*Assignment*: All lines from the one holding "Instruction: Parse this" down to the last line of the entries are to be reproduced exactly, with no other lines.

*Given entries*:
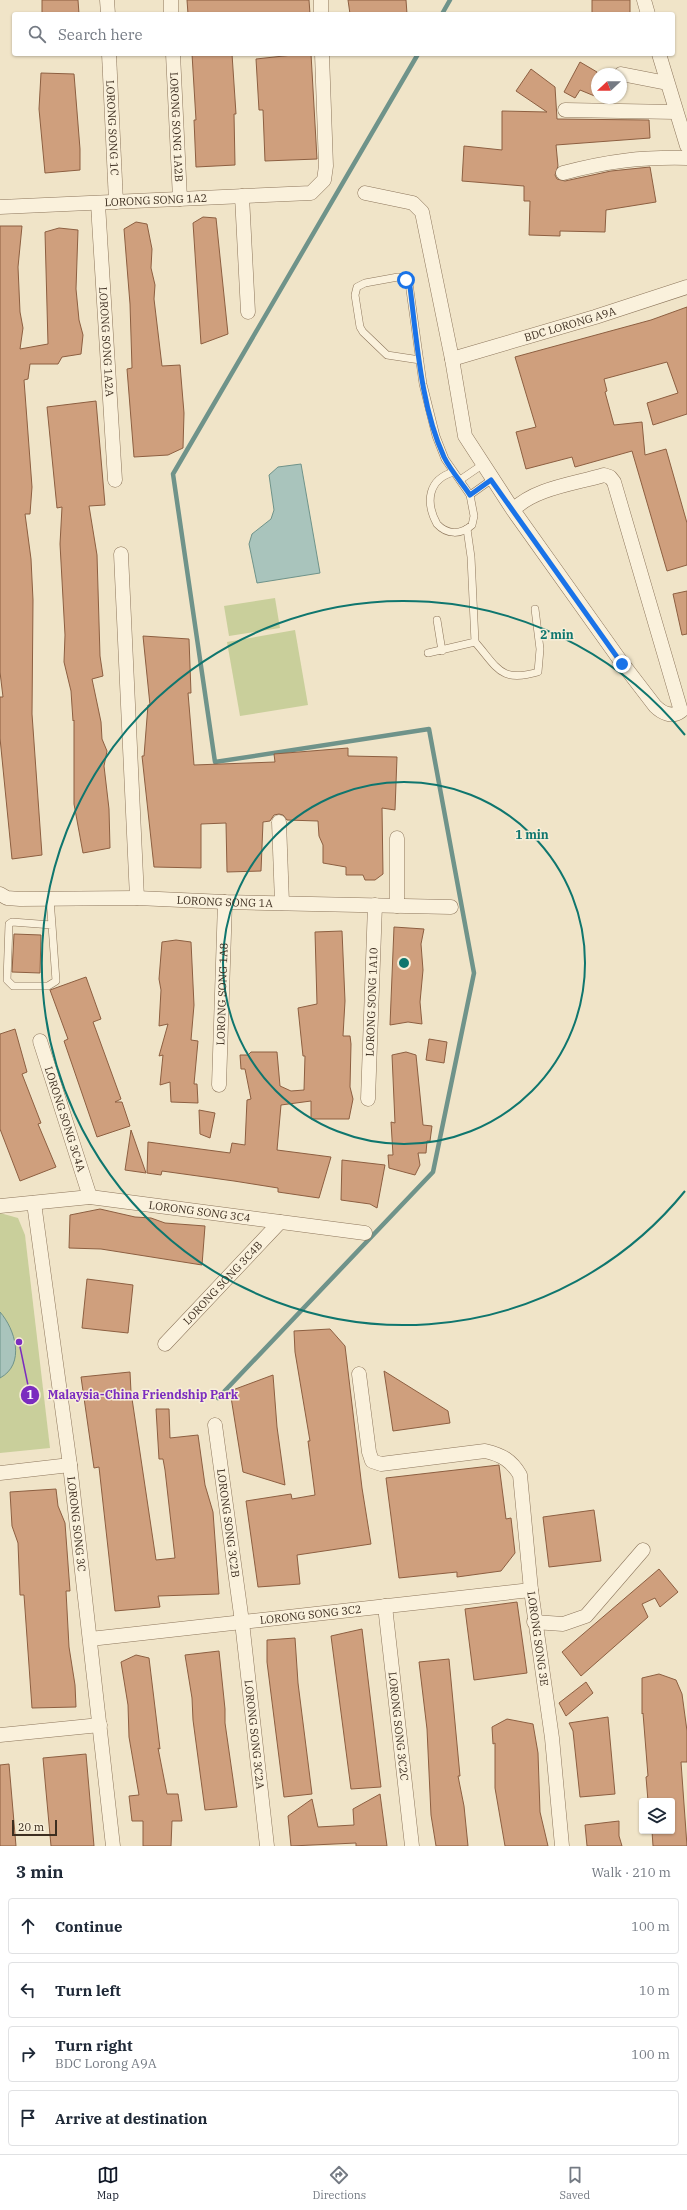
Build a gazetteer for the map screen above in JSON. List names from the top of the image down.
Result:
{
  "streets": {
    "street": [
      "LORONG SONG 1A2B",
      "LORONG SONG 1C",
      "LORONG SONG 1A2",
      "BDC LORONG A9A",
      "LORONG SONG 1A2A",
      "LORONG SONG 1A",
      "LORONG SONG 1A8",
      "LORONG SONG 1A10",
      "LORONG SONG 3C4A",
      "LORONG SONG 3C4",
      "LORONG SONG 3C4B",
      "LORONG SONG 3C",
      "LORONG SONG 3C2B",
      "LORONG SONG 3C2",
      "LORONG SONG 3E",
      "LORONG SONG 3C2C",
      "LORONG SONG 3C2A"
    ]
  },
  "crossings": [
    ["LORONG SONG 1A2B", "LORONG SONG 1A2"],
    ["LORONG SONG 1C", "LORONG SONG 1A2"],
    ["LORONG SONG 1A2", "LORONG SONG 1A2A"],
    ["LORONG SONG 1A", "LORONG SONG 1A8"],
    ["LORONG SONG 1A", "LORONG SONG 1A10"],
    ["LORONG SONG 3C4A", "LORONG SONG 3C4"],
    ["LORONG SONG 3C4", "LORONG SONG 3C4B"],
    ["LORONG SONG 3C4", "LORONG SONG 3C"],
    ["LORONG SONG 3C", "LORONG SONG 3C2"],
    ["LORONG SONG 3C2B", "LORONG SONG 3C2"],
    ["LORONG SONG 3C2B", "LORONG SONG 3C2A"],
    ["LORONG SONG 3C2", "LORONG SONG 3E"],
    ["LORONG SONG 3C2", "LORONG SONG 3C2C"],
    ["LORONG SONG 3C2", "LORONG SONG 3C2A"]
  ],
  "places": ["Malaysia-China Friendship Park"],
  "scale_bar": "20 m",
  "north": "left",
  "page": {
    "search": "Search here",
    "scale": "20 m",
    "heading": ["3 min", "Walk · 210 m"],
    "list": [
      ["Continue", "100 m"],
      ["Turn left", "10 m"],
      ["Turn right", "BDC Lorong A9A", "100 m"],
      "Arrive at destination"
    ],
    "nav": ["Map", "Directions", "Saved"]
  },
  "rings": ["2 min", "1 min"]
}
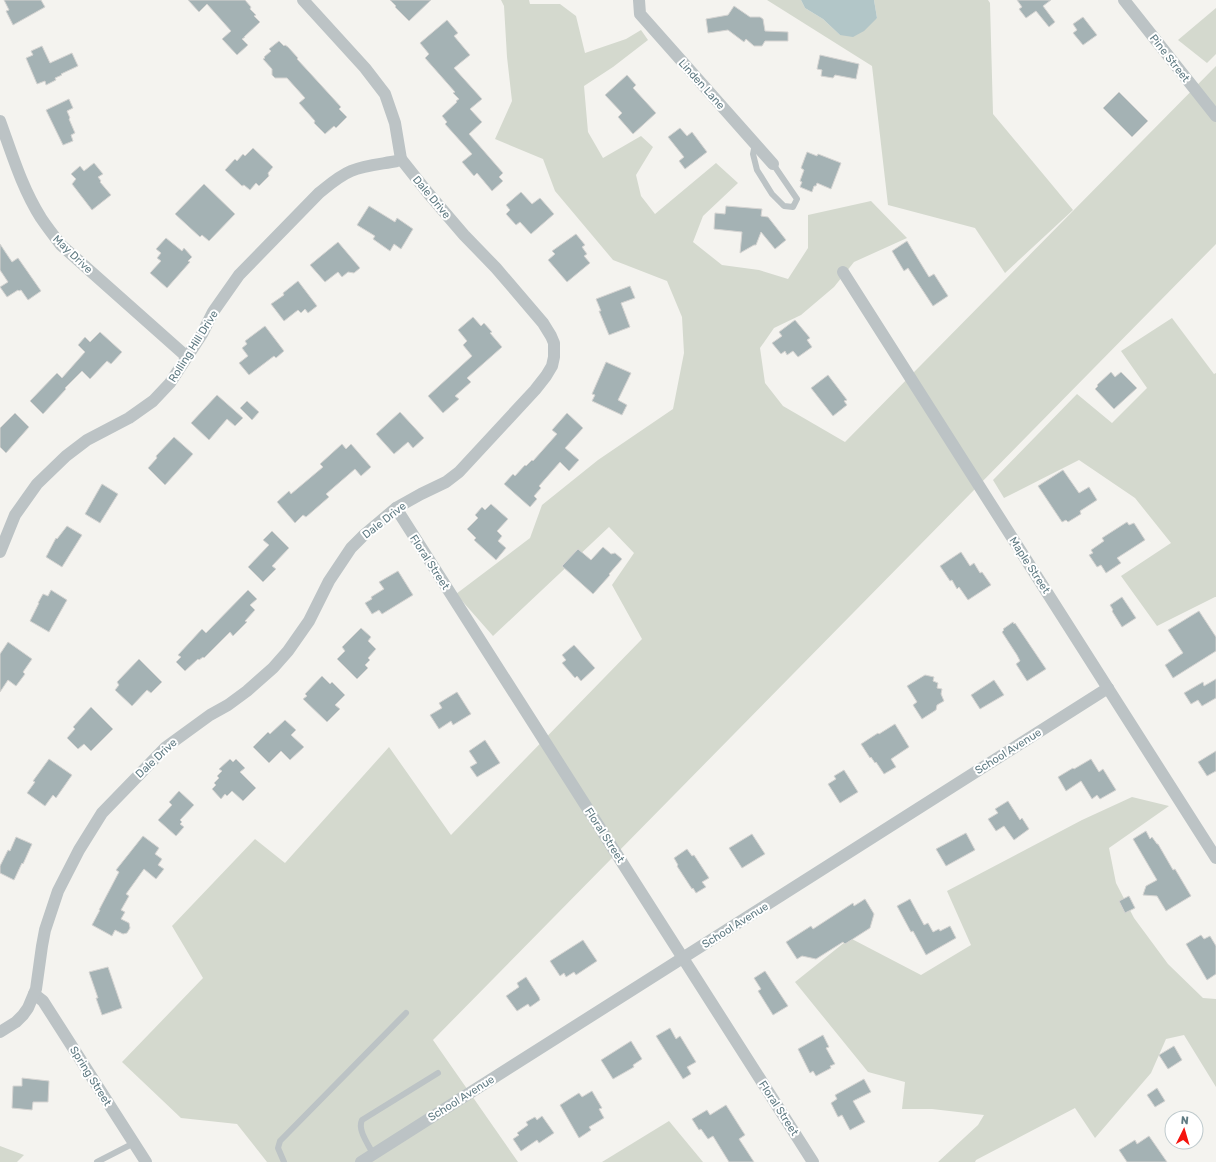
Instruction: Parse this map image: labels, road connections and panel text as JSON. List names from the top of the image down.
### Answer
{
  "streets": {
    "street": [
      "Pine Street",
      "Linden Lane",
      "Dale Drive",
      "May Drive",
      "Rolling Hill Drive",
      "Floral Street",
      "Maple Street",
      "School Avenue",
      "Spring Street"
    ]
  },
  "crossings": [
    ["Dale Drive", "Rolling Hill Drive"],
    ["Dale Drive", "Floral Street"],
    ["Dale Drive", "Spring Street"],
    ["May Drive", "Rolling Hill Drive"],
    ["Floral Street", "School Avenue"],
    ["Maple Street", "School Avenue"]
  ],
  "north": "top"
}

*Answer*:
Instruction: Parse this map image: labels, road connections and panel text as JSON. List names from the top of the image down.
### Answer
{
  "streets": {
    "street": [
      "Pine Street",
      "Linden Lane",
      "Dale Drive",
      "May Drive",
      "Rolling Hill Drive",
      "Floral Street",
      "Maple Street",
      "School Avenue",
      "Spring Street"
    ]
  },
  "crossings": [
    ["Dale Drive", "Rolling Hill Drive"],
    ["Dale Drive", "Floral Street"],
    ["Dale Drive", "Spring Street"],
    ["May Drive", "Rolling Hill Drive"],
    ["Floral Street", "School Avenue"],
    ["Maple Street", "School Avenue"]
  ],
  "north": "top"
}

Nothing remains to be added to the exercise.